The conflict in the Middle East has entered a new phase, but the cyber threats remain. Geopolitical threat actors have been targeting critical infrastructure across sectors.
With security agencies issuing warnings of attacks exploiting energy, water and government facilities in the U.S., it’s clear that organizations far from the battlefield remain in scope.
SVP of Risk and Threat Exposure Management at Dataminr.
Those aren’t the only industries impacted by the threats. Earlier in the conflict over 150 retaliatory hacktivist incidents slammed the financial sector almost immediately. Most of the organizations affected were responding with cyber risk frameworks built for a different adversary.
While criminal actors optimize for profit: gain access, steal data, encrypt systems, collect payment. Geopolitical actors follow a different logic. Their goal is to undermine trust in critical systems, disrupt operations and create uncertainty.
From reaction to pre-emption
The old ‘detect and respond’ approach isn’t enough anymore. If you wait for an attack to happen, you’re already behind. Real resilience is about spotting the threat early and fixing the vulnerabilities that allow an attack to work in the first place.
This requires a new way of calculating risk. The industry has long used a static formula: Risk = Threat x Exposure x Impact. That formula is no longer sufficient because it ignores the variable of time.
We have to factor in how fast attackers move compared to how quickly we can stop them before they strike. Projections indicate that the time to exploit a new vulnerability will soon drop from days to minutes. A manual response process cannot compete with a ten-minute exploitation window.
The high cost of the status quo
Using the financial sector as a case study, we can quantify the potential harm these geopolitical cyber threats pose. Proprietary Dataminr cyberloss data shows that the mean loss for a serious cyber incident at a mid-size bank with $1 billion in assets is $36.3 million, while worst-case scenarios can exceed $217 million.
The mean loss per serious incident for financial institutions in 2024 reached $41.8M — the highest ever recorded. Organizations cannot outspend the threat, so they have to out-prioritize it.
Current risk frameworks were built to measure breach costs, recovery time, and data loss. Geopolitical campaigns are designed to produce outcomes those metrics do not capture: payment uncertainty, confidence erosion, and operations built to look like noise until the damage is visible.
Why standard playbooks break down
Geopolitical-style intrusions are harder to detect because the attacker behaves like a patient operator. They rely on legitimate credentials, trusted vendor access, and low-volume actions that register as normal operational activity.

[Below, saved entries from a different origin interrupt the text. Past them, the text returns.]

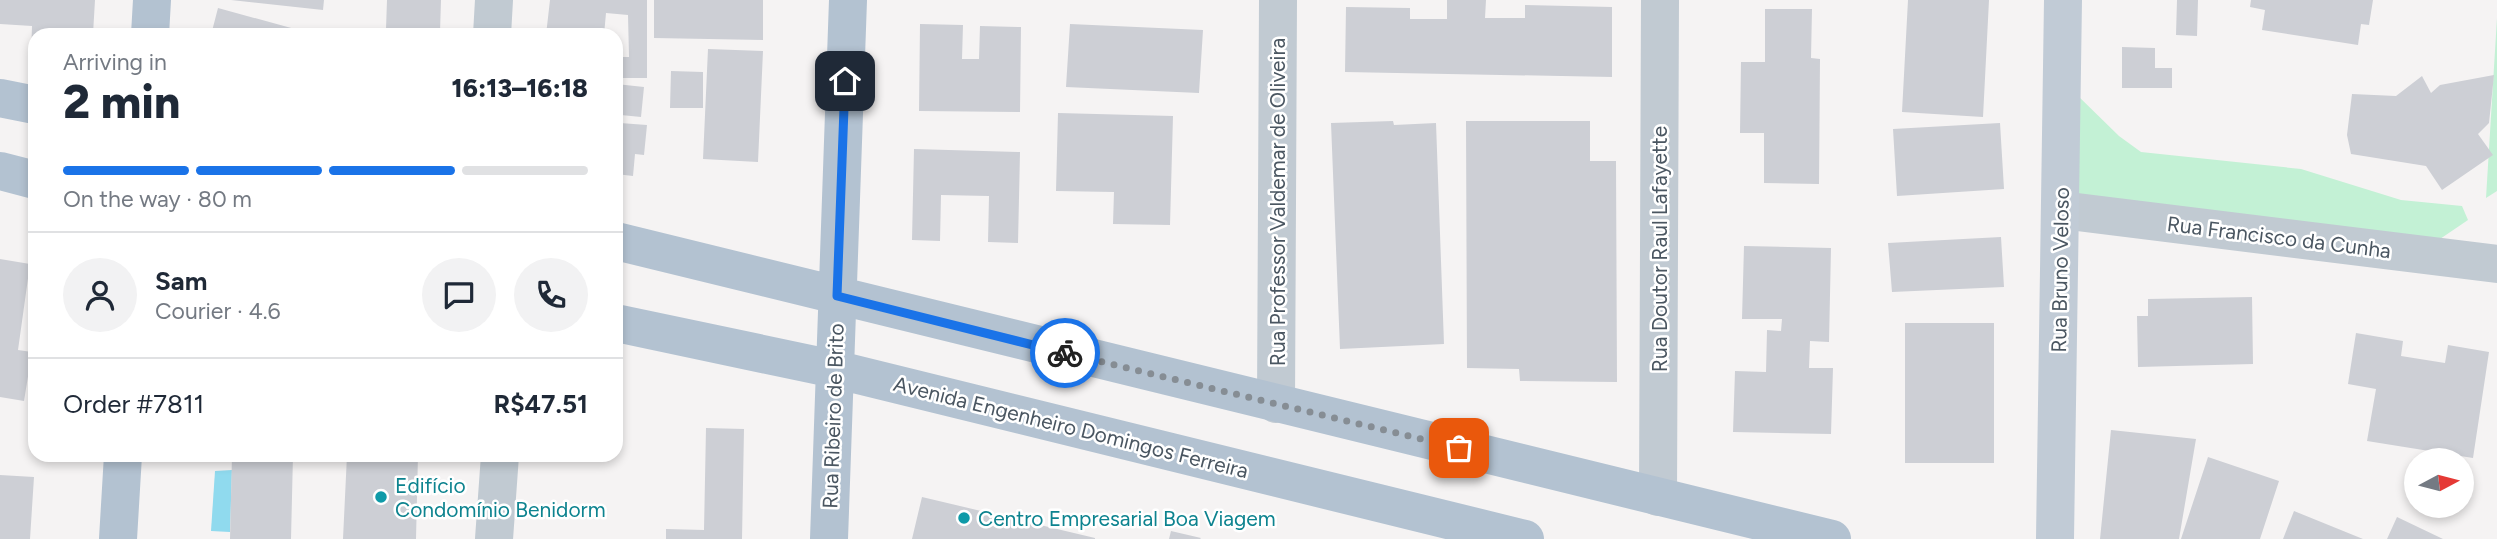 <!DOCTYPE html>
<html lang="en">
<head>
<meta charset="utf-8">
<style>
	body { margin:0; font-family:Figtree,sans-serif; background:#f2f2f3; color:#1f2937; height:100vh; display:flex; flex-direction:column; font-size:26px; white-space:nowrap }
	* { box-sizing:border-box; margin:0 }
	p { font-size:23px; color:#747a83 }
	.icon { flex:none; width:38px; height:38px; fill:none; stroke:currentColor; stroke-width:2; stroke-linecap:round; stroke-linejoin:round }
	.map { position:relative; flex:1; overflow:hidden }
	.drawer { position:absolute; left:28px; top:28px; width:595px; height:434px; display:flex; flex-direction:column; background:#fff; border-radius:21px; box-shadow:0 4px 10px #0003 }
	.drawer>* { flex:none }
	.needle { width:46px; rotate:83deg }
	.fabs { position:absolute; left:2404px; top:448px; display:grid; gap:14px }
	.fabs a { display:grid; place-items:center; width:70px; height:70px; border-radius:50%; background:#fff; box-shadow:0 4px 10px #0003; font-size:35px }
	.pin { position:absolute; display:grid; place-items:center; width:60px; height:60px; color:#fff; margin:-30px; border-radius:14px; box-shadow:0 4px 10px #0006 }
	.courier { position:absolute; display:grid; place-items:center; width:70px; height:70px; margin:-35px; border:5px solid #1a73e8; border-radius:50%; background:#fff; color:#222; box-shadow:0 2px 9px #0007 }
	.overview em { font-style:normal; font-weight:800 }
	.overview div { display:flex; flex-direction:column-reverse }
	.overview { display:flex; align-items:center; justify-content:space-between; height:119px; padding:0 35px }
	h1 { font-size:46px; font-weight:800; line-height:52px }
	.bar { display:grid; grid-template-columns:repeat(4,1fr); gap:10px 7px; align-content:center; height:84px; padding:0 35px }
	.bar i { height:9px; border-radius:5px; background:#e0e1e3 }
	.bar .selected { background:#1a73e8 }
	.bar p { grid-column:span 4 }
	.line { display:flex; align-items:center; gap:18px; padding:0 35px; border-top:2px solid #e0e1e3 }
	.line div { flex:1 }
	.round { display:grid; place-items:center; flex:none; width:74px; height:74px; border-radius:37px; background:#f2f2f3 }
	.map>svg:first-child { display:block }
	.green { fill:#c3f1d5 }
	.water { fill:#90daee }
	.building { fill:#cdcfd5 }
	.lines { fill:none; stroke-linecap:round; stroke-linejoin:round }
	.street { stroke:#c1cad2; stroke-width:38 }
	.secondary { stroke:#c1cbd6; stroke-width:38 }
	.primary { stroke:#b3c2d1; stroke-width:38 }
	.done { stroke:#868d94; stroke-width:7; stroke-dasharray:0 12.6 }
	.route { stroke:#1a73e8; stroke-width:9 }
	.culture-dot { fill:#0f9aa8; stroke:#fff; stroke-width:2.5 }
	.labels { text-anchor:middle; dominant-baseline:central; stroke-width:5; stroke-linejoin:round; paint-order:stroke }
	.street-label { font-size:21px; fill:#4a5661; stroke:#fff }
	.culture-label { font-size:21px; fill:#0d838f; stroke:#fff; text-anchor:start }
</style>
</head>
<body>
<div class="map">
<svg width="2497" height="539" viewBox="0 0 2497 539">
	<rect width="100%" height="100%" fill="#f5f3f3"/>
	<path class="green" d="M2497 18V191L2486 198Z
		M2074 92 2119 136 2141 152 2301 169 2401 200 2462 206 2468 220 2440 239 2069 201Z"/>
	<path class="water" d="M232 470 230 532 211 531 215 471Z"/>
	<path class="building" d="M0 0H95L93 34 35 35V57H31L32 26 0 24Z
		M231 0H324L323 10Z
		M387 0H441L440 32 386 29Z
		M550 0H647V78H618L619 57H629L628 15 606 13 604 35H546Z
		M654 0H763V40L654 38Z
		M1447 0H1486L1485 18H1525V5L1612 7V77L1345 72 1346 7 1410 8V19H1447Z
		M1908 0H1989L1983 117 1902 112Z
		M2177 0H2198L2197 36 2176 35Z
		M2251 0H2373L2369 25 2361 24 2358 45 2262 30 2265 10 2250 7Z
		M218 8 313 34V35H211Z
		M1765 9H1812L1811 58 1820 59 1819 184 1764 183V133H1740L1741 62H1765Z
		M920 24 963 25 962 59H979L980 26 1021 27 1020 112 919 111Z
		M1070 24 1203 30 1199 93 1066 87Z
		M2122 47 2155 48V68H2172V88H2122Z
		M708 49 763 51 758 162 703 159Z
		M671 71 703 72V108H670Z
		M2494 75 2489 123 2478 134 2493 155 2442 190 2426 166 2351 154 2347 135 2352 94 2396 96 2422 76 2431 93 2440 85Z
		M616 84 644 87 641 117 621 115 620 123 647 125 644 155 635 154 633 176 616 174Z
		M1058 113 1173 116 1170 225 1113 224 1114 192 1056 191Z
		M1393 121 1394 125 1436 123 1444 344 1340 349 1331 123Z
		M1466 121H1590V161H1616L1617 382 1520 381 1519 369 1467 368Z
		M2000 123 2004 189 1897 196 1893 129Z
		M914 149 1020 152 1018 243 988 242 989 196 941 195 940 241 912 240Z
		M2001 237 2004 287 1892 292 1888 243Z
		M1744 246 1831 248 1829 342 1810 341 1809 368H1833L1831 434 1733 432 1735 371 1766 372 1767 330 1781 331 1782 319H1742Z
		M0 259 30 264 18 350 32 352 24 401 0 397Z
		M2252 297 2253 364 2138 367 2137 316H2148V299Z
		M1905 323H1994V463H1905Z
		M2356 333 2403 341 2401 356 2445 363 2448 345 2489 352 2473 458 2367 441 2376 389 2348 384Z
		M706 428 744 429 742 539H666V529L704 530Z
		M2111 430 2196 439 2179 539H2100Z
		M232 455H293L291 539H230Z
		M347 455H418L416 539H343Z
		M2208 457 2279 481 2260 539H2181Z
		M0 475 34 477 30 539H0Z
		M922 497 1095 538V539H912Z
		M2294 511 2363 539H2283Z
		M2397 517 2443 539H2387Z
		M1171 531 1201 538 1200 539H1169Z"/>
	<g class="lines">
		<path class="street" d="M492 35 494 0
			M2061 210 2497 264
			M1276 404 1278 0
			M1658 497 1660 0
			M494 539 500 455"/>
		<path class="secondary" d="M2055 539 2063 0"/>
		<path class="primary" d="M150 35 152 0
			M0 98 35 105
			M0 171 35 180
			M616 241 1832 539
			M616 323 834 369 1525 539
			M118 539 123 455
			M829 539 848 0"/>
	</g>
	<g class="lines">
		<path class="done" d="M1065 353 1459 448"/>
		<path class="route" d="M845 81 837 296 1065 353"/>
	</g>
	<g class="culture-dot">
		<circle cx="381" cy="497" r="7"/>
		<circle cx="964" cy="518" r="7"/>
	</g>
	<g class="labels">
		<g class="street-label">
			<text transform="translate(1277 202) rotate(-90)">Rua Professor Valdemar de Oliveira</text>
			<text transform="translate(2279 237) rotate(7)">Rua Francisco da Cunha</text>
			<text transform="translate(1659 249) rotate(-90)">Rua Doutor Raul Lafayette</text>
			<text transform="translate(2060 270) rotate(-89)">Rua Bruno Veloso</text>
			<text transform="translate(833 416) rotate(-88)">Rua Ribeiro de Brito</text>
			<text transform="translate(1071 427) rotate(14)">Avenida Engenheiro Domingos Ferreira</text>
		</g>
		<g class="culture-label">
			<text x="395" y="485">Edifício<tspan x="395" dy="24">Condomínio Benidorm</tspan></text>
			<text x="978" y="518">Centro Empresarial Boa Viagem</text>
		</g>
	</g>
</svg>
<div class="fabs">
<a><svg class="needle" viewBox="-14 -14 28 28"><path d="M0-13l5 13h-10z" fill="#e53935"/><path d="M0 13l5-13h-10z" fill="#747a83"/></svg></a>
</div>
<div class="pin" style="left:1459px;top:448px;background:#ea580c"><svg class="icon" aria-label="bag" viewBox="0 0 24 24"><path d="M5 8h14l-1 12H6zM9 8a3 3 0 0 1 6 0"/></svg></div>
<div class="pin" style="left:845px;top:81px;background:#1f2937"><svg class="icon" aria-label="home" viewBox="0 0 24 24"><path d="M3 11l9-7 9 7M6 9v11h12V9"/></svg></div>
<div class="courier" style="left:1065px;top:353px"><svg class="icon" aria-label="bike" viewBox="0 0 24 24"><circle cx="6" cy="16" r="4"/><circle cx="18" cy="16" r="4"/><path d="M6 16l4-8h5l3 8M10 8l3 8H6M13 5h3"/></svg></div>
<section class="drawer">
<div class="overview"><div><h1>2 min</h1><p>Arriving in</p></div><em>16:13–16:18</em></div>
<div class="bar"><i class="selected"></i><i class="selected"></i><i class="selected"></i><i></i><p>On the way · 80 m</p></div>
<div class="line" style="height:126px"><a class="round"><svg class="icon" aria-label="person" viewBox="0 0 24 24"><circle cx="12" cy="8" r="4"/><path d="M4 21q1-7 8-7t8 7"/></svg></a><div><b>Sam</b><p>Courier · 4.6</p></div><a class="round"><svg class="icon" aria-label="chat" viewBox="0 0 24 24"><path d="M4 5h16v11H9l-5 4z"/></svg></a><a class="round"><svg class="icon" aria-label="phone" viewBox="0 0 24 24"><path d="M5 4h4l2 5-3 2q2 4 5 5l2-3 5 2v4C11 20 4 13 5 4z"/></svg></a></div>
<div class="line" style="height:91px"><div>Order #7811</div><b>R$47.51</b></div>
</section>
</div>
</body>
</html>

Standard playbooks work for simple attacks with a clear start and end. Geopolitical threats are different; they are patient and use distractions to wear you down while they hide their real objective.
This puts pressure on the seams between technical response and business continuity, particularly for small and medium-size organizations.
Making decisions about operations, customer communications, payment flows, and vendor coordination under sustained uncertainty is the real challenge.
Three strategic shifts for business leaders
Most organizations have workable controls and solid compliance programs. What they typically cannot answer is which specific exposures matter most against the adversaries active right now, and which business services get disrupted first if those exposures are exploited. Three adjustments matter most:
- Adopt a threat-informed model Instead of just listing technical flaws, look at how an outsider could actually use them to get in. Your risk reports should focus on the three biggest threats to the business this quarter, not just a tally of how many patches you’ve installed.
- Test for business disruption Practice for a shutdown, not just a data leak. You need to know ahead of time if you’re willing to pull the plug on a critical system before you’re even 100% sure it’s been hacked. That’s a business call, not a technical one.
- Map supply chain exposure Across every industry, your biggest risk is often the partners you trust most. You need to know exactly which vendors have deep access to your payments or data. Don’t wait for an annual check-up to see if that trust is being abused—you need to be watching for it in real time.
The era of treating cyber risk as a separate IT problem is over. As geopolitical tensions continue to spill into digital systems, the goal for business leaders is no longer just “security,” but operational persistence.
Moving to a threat-informed strategy helps organizations stay ahead of politically-motivated attackers instead of just reacting to them.